====== INPUT DATA

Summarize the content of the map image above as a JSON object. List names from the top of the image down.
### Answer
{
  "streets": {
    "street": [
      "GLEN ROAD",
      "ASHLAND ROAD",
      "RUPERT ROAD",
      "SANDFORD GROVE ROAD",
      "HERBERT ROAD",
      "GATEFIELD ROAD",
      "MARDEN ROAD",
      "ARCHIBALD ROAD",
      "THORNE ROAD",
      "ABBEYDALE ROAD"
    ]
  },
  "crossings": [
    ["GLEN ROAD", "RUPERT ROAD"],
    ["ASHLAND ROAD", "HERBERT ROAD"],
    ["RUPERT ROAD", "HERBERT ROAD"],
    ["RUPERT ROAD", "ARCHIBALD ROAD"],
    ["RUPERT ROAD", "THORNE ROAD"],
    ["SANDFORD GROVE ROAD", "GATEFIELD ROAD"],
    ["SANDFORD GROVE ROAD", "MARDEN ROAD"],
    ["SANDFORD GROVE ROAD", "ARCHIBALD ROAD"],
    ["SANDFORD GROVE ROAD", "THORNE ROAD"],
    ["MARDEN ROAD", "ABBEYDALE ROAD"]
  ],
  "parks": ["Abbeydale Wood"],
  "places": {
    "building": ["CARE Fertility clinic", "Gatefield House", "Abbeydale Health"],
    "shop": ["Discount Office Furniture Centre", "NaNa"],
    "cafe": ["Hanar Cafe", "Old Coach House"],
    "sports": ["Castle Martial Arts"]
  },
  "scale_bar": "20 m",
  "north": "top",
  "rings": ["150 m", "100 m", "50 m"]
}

============

▶ [AIM OF THE EXERCISE]: Identify every line above with the string "ASHLAND" in it. Copy those lines.

▶ [YOUR RESPONSE]:
      "ASHLAND ROAD",
    ["ASHLAND ROAD", "HERBERT ROAD"],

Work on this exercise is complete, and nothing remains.